■ Exercise directions
What lines below include the string "buttons"? Pick them out and copy them.

■ Data to examine

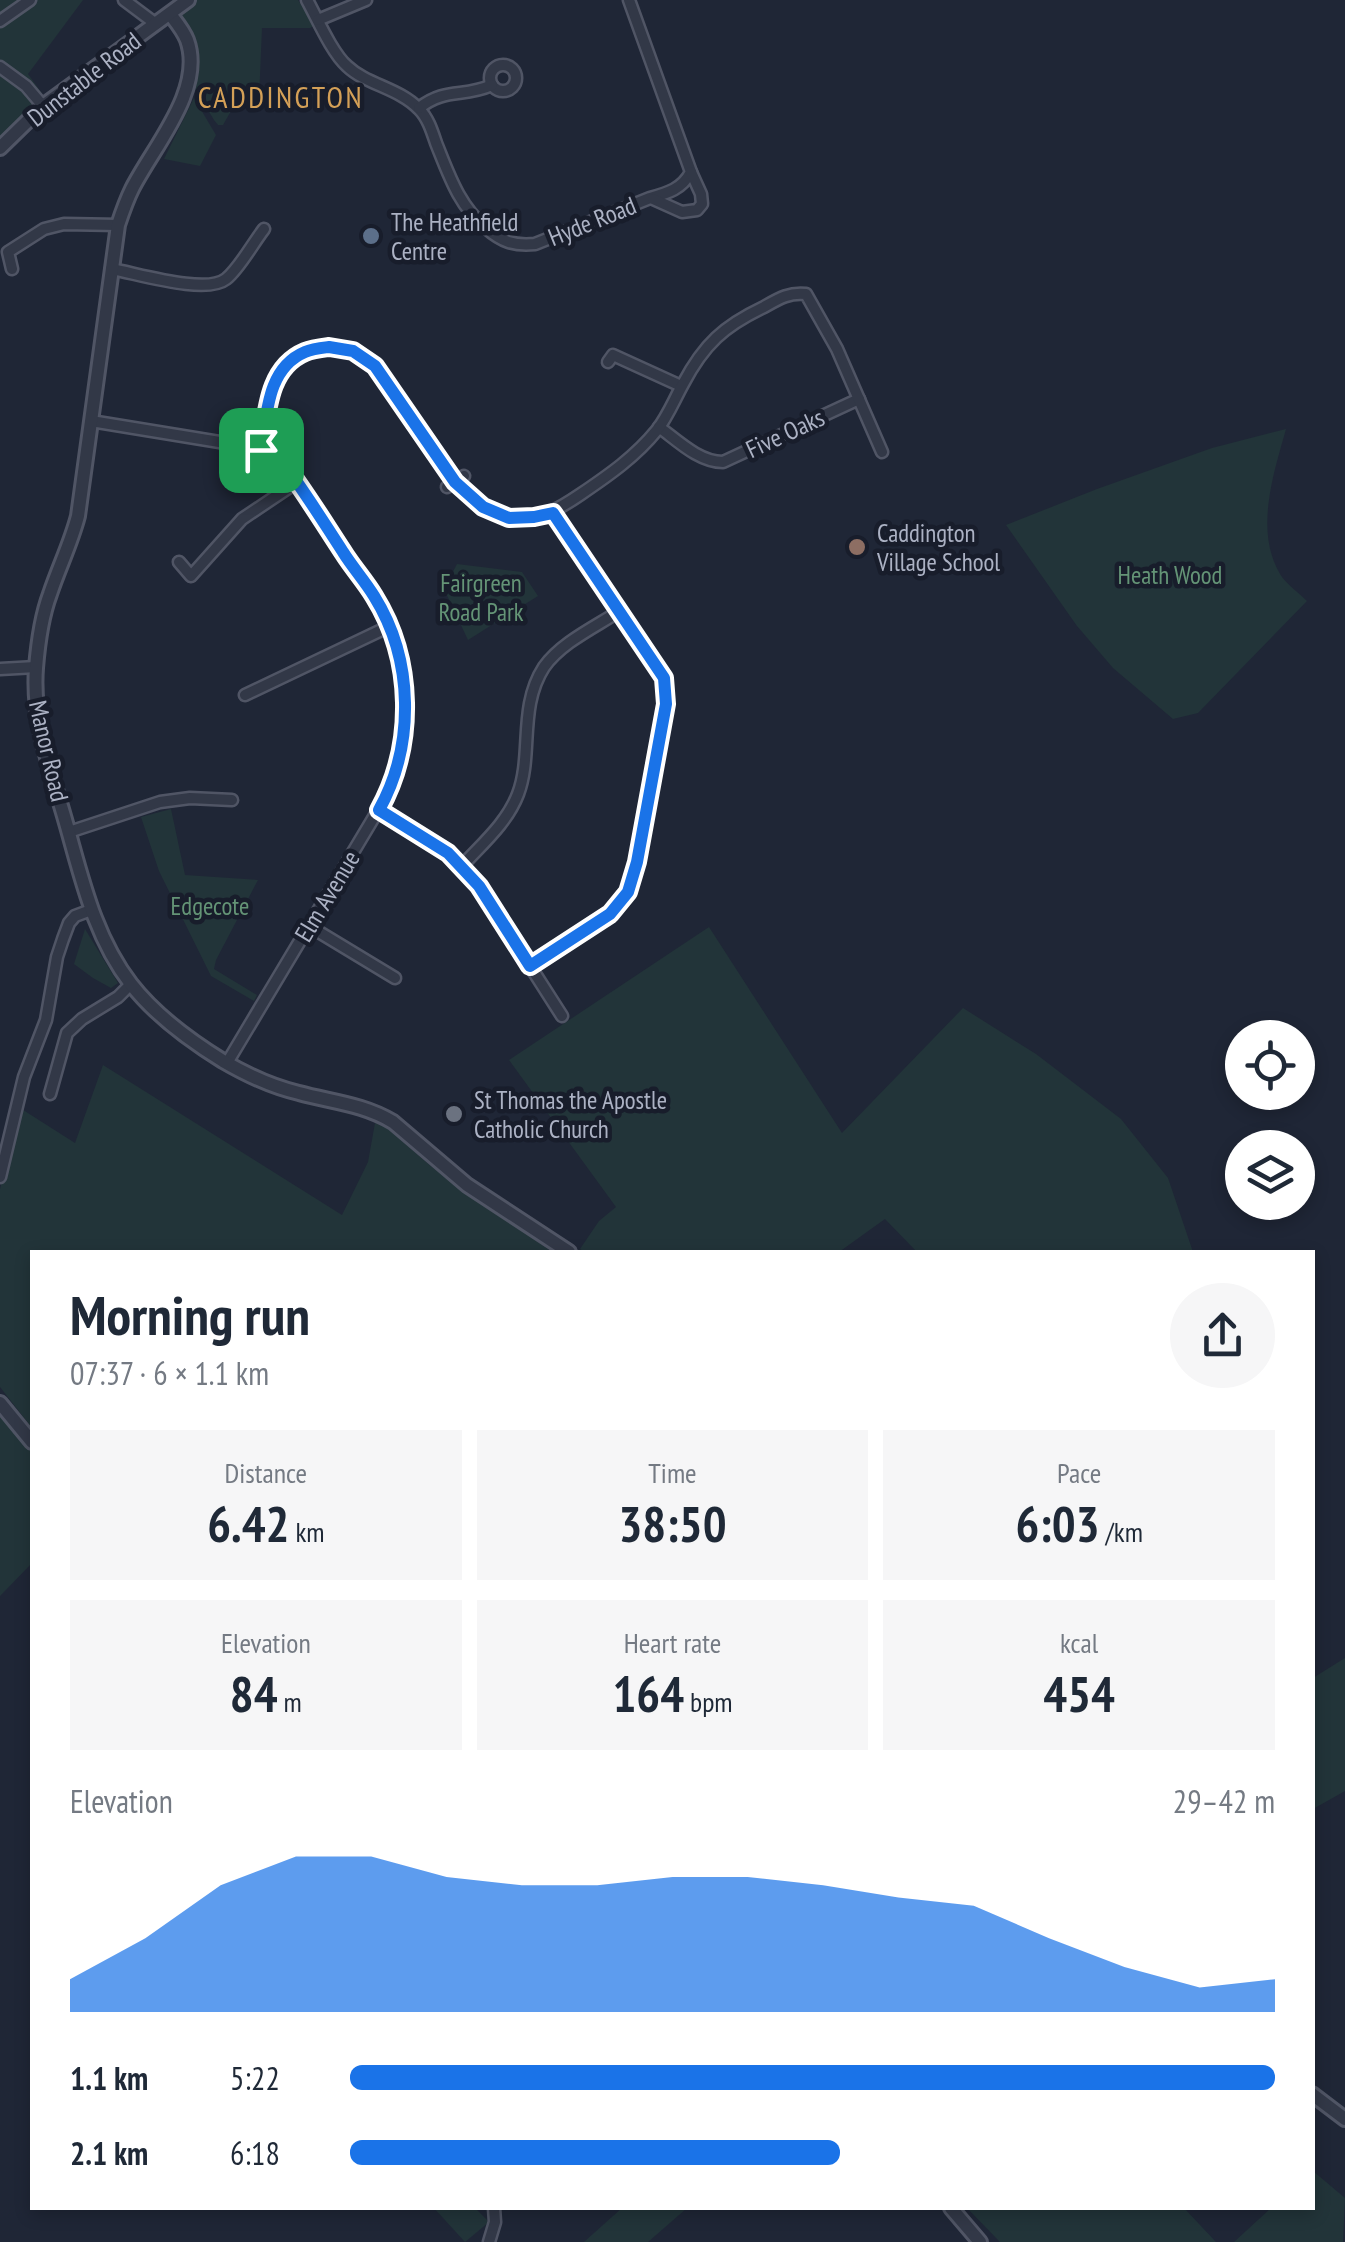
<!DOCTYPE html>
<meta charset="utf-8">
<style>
body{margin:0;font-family:"PT Sans Narrow",sans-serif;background:#f6f6f7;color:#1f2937;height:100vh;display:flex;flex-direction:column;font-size:38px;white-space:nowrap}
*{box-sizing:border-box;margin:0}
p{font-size:32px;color:#747a83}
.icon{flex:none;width:55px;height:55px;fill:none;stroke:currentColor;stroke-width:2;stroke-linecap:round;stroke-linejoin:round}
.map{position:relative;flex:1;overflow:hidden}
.sheet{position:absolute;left:30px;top:1250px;width:1285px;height:960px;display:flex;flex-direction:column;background:#fff;border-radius:0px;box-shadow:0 5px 15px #0003}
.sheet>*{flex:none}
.buttons{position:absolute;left:1225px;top:1020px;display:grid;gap:20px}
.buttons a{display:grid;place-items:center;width:90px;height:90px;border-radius:50%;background:#fff;box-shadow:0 5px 15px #0003;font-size:50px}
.pin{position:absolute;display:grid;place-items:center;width:85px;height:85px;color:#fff;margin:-42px;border-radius:20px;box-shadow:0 5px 15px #0006}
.round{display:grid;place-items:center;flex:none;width:105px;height:105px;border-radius:52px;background:#f6f6f7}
.summary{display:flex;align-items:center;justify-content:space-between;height:170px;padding:0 40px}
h1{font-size:55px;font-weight:600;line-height:75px}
.stats{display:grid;grid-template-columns:repeat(3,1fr);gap:15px;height:170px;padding:10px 40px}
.stats div{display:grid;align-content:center;border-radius:0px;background:#f6f6f7;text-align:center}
.stats b{font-size:50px;font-weight:600}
.stats small{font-size:28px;font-weight:400}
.stats p{font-size:28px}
.chart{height:280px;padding:20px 40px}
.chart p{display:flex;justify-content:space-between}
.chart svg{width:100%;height:180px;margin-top:10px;fill:#1a73e8;opacity:.7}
ul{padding:0 40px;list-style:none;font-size:32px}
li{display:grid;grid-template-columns:160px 120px 1fr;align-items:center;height:75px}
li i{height:25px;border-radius:12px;background:#1a73e8}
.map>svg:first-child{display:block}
.green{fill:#223439}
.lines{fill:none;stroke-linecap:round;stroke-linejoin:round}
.minor-casing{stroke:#505565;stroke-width:15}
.tertiary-casing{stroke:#505565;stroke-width:18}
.minor{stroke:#323847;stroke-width:10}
.tertiary{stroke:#323847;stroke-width:12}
.route-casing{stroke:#fff;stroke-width:20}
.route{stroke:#1a73e8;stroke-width:12}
.service-dot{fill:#5c6f8a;stroke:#181d2b;stroke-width:4}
.education-dot{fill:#8d6e63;stroke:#181d2b;stroke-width:4}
.worship-dot{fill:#6b7280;stroke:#181d2b;stroke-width:4}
.labels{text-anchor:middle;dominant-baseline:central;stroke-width:9;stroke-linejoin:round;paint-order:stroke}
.street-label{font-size:25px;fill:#acb2c4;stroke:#181d2b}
.poi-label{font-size:25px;fill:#acb2c4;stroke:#181d2b;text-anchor:start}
.park-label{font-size:25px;fill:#649476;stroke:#181d2b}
.quarter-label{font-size:30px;letter-spacing:2.5px;fill:#d4a057;stroke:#181d2b}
</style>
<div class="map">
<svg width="1345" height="2242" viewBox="0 0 1345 2242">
<rect width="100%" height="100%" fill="#1f2636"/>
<g class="green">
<path d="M0 0H83L28 74 46 99 0 148Z"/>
<path d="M197 0H298L315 25 310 28H262L259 99 241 106 235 104 223 125H218L214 120 191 82V67L197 63 195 37 180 21 185 10Z"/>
<path d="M194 98 216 135 200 166 164 159Z"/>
<path d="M1286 429C1274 473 1254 530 1280 574 1286 584 1299 593 1307 601L1198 713 1173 719 1113 668 1077 626 1006 525 1097 489 1212 448Z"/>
<path d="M457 564 522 572 538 596 468 640 444 589Z"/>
<path d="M171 809 185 875 258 880 216 960 214 969 257 995 254 1001 211 976 159 871 141 817Z"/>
<path d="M709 927 842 1133 963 1008 1036 1054 1121 1119 1168 1178 1193 1252H917L885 1219 839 1252H584L580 1249 599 1221 616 1207 509 1060Z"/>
<path d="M85 929 118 983 111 988 93 978 74 964Z"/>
<path d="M103 1065 342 1215 368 1162 375 1123 387 1128 432 1167 552 1252H32V1428L0 1387V1189L20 1108 75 1143Z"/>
<path d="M0 1415 32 1453V1563L0 1596Z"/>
<path d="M1345 1658V1791L1313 1809V1678Z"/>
<path d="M1313 2171 1345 2198 1343 2242H1234L1271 2208H1312Z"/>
<path d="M434 2208H475L489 2222 465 2242Z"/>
<path d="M622 2208H687L648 2242H584Z"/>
<path d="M967 2208H1184L1216 2242H1000Z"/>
</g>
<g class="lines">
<g class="minor-casing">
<g id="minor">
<path d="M124 0 156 24"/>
<path d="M307 0C317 18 332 53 347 66 367 85 399 88 419 109 428 118 432 131 436 143 449 175 459 206 486 228 502 242 514 246 535 244L650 198C668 193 682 189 691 172L629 0"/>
<path d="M318 20 366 0"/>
<path d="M0 21 30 0"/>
<circle cx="503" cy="78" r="13"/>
<path d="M0 67 26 86 43 106"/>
<path d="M419 108C446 87 463 98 492 85"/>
<path d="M653 199 682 212 697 210 702 204 701 194 691 172"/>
<path d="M12 269 8 252 44 229 64 224 118 225"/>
<path d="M111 269C136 273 206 295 226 279 239 269 253 243 264 229"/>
<path d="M608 362 613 355 681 386"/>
<path d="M91 421 250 447 273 453 282 461 375 597 390 626 400 657 405 697 402 742 398 762 386 797 227 1063"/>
<path d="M659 427C678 441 699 462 723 462L859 399"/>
<path d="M261 449C267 412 268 360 314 350 326 347 340 346 352 351 371 358 383 377 394 393 420 431 463 512 511 518 540 521 559 509 581 494 609 475 635 457 657 430 668 416 674 400 683 384 704 344 724 326 764 307 778 299 789 292 806 294L837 349 882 452"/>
<path d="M447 487 464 476"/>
<path d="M179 562 191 576 242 519 297 482"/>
<path d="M0 669 36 667"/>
<path d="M245 695 390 626"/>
<path d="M379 810 429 839 448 853 462 866 479 886 562 1016"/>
<path d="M69 832 160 802 190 798 232 800"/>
<path d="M462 866C482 844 507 823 518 794 533 755 518 707 544 667 561 643 593 628 618 612"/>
<path d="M309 926 395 978"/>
<path d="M530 966 609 914 628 892 637 862 666 704 663 678 553 513"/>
<path d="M50 1094 67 1033 82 1019 118 997 131 984"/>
<path d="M0 1177 24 1077 46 1020 57 957 63 939 69 923 75 916 91 910"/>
<path d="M489 2242 495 2222 494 2208"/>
</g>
</g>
<g class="tertiary-casing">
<g id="tertiary">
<path d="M170 14C176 22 183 30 187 40 205 90 153 147 132 189 126 201 122 213 118 225L78 516C71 543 59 567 50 594 41 618 38 643 36 668 32 719 50 768 64 816 81 874 93 935 131 984 155 1015 189 1040 223 1061 247 1075 273 1087 299 1093 332 1102 363 1104 393 1122L467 1185 569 1252"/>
<path d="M0 148 43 106 188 0"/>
<path d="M0 1403 32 1442"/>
<path d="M1312 2094 1345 2119"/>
<path d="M951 2208 980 2242"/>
</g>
</g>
<use href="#minor" class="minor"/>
<use href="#tertiary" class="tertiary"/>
</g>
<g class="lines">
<g class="route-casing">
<path id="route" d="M329 347 353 351 375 366 455 482 483 507 509 518 534 517 553 513 664 678 666 704 637 862 628 892 610 914 530 966 479 886 448 853 379 810C415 745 414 660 374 596 365 581 353 568 343 552 322 520 302 487 278 456L261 450C267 414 267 368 305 352 312 349 321 348 329 347Z"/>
</g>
<use href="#route" class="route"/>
</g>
<circle class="service-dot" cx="371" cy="236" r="10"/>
<circle class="education-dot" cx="857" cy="547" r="10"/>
<circle class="worship-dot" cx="454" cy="1114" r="10"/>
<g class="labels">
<g class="street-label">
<text transform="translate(84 79) rotate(-38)">Dunstable Road</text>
<text transform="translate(592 221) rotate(-22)">Hyde Road</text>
<text transform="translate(785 433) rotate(-25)">Five Oaks</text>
<text transform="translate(49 751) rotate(77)">Manor Road</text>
<text transform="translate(327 896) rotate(-59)">Elm Avenue</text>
</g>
<g class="poi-label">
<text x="391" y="222">The Heathfield<tspan x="391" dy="29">Centre</tspan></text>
<text x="877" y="533">Caddington<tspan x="877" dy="29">Village School</tspan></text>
<text x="474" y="1100">St Thomas the Apostle<tspan x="474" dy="29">Catholic Church</tspan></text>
</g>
<g class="park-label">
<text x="1170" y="575">Heath Wood</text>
<text x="481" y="583">Fairgreen<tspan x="481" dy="29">Road Park</tspan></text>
<text x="210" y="906">Edgecote</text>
</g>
<g class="quarter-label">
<text x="281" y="96">CADDINGTON</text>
</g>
</g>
</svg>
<div class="buttons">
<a><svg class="icon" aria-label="locate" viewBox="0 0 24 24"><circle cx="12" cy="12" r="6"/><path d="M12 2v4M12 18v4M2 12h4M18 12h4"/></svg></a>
<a><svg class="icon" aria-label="layers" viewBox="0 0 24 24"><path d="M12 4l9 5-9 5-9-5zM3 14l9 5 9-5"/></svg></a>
</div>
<div class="pin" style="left:261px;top:450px;background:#1e9e55"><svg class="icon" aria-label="arrive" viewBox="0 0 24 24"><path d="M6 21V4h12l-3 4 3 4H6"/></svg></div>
<section class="sheet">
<div class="summary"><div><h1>Morning run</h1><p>07:37 · 6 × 1.1 km</p></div><a class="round"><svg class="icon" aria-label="share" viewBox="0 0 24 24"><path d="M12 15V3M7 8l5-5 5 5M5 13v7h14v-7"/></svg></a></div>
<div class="stats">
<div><p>Distance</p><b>6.42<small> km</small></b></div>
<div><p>Time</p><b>38:50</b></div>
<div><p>Pace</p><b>6:03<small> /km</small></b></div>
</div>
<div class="stats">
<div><p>Elevation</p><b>84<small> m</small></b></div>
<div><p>Heart rate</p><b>164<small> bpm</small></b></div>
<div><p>kcal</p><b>454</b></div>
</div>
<div class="chart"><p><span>Elevation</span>29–42 m</p>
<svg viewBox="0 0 160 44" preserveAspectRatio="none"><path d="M0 44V36L10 26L20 13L30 6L40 6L50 11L60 13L70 13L80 11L90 11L100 13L110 16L120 18L130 26L140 33L150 38L160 36V44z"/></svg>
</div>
<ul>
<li><b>1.1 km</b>5:22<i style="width:100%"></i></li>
<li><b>2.1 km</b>6:18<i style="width:53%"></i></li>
</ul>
</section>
</div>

■ Written reply
.buttons{position:absolute;left:1225px;top:1020px;display:grid;gap:20px}
.buttons a{display:grid;place-items:center;width:90px;height:90px;border-radius:50%;background:#fff;box-shadow:0 5px 15px #0003;font-size:50px}
<div class="buttons">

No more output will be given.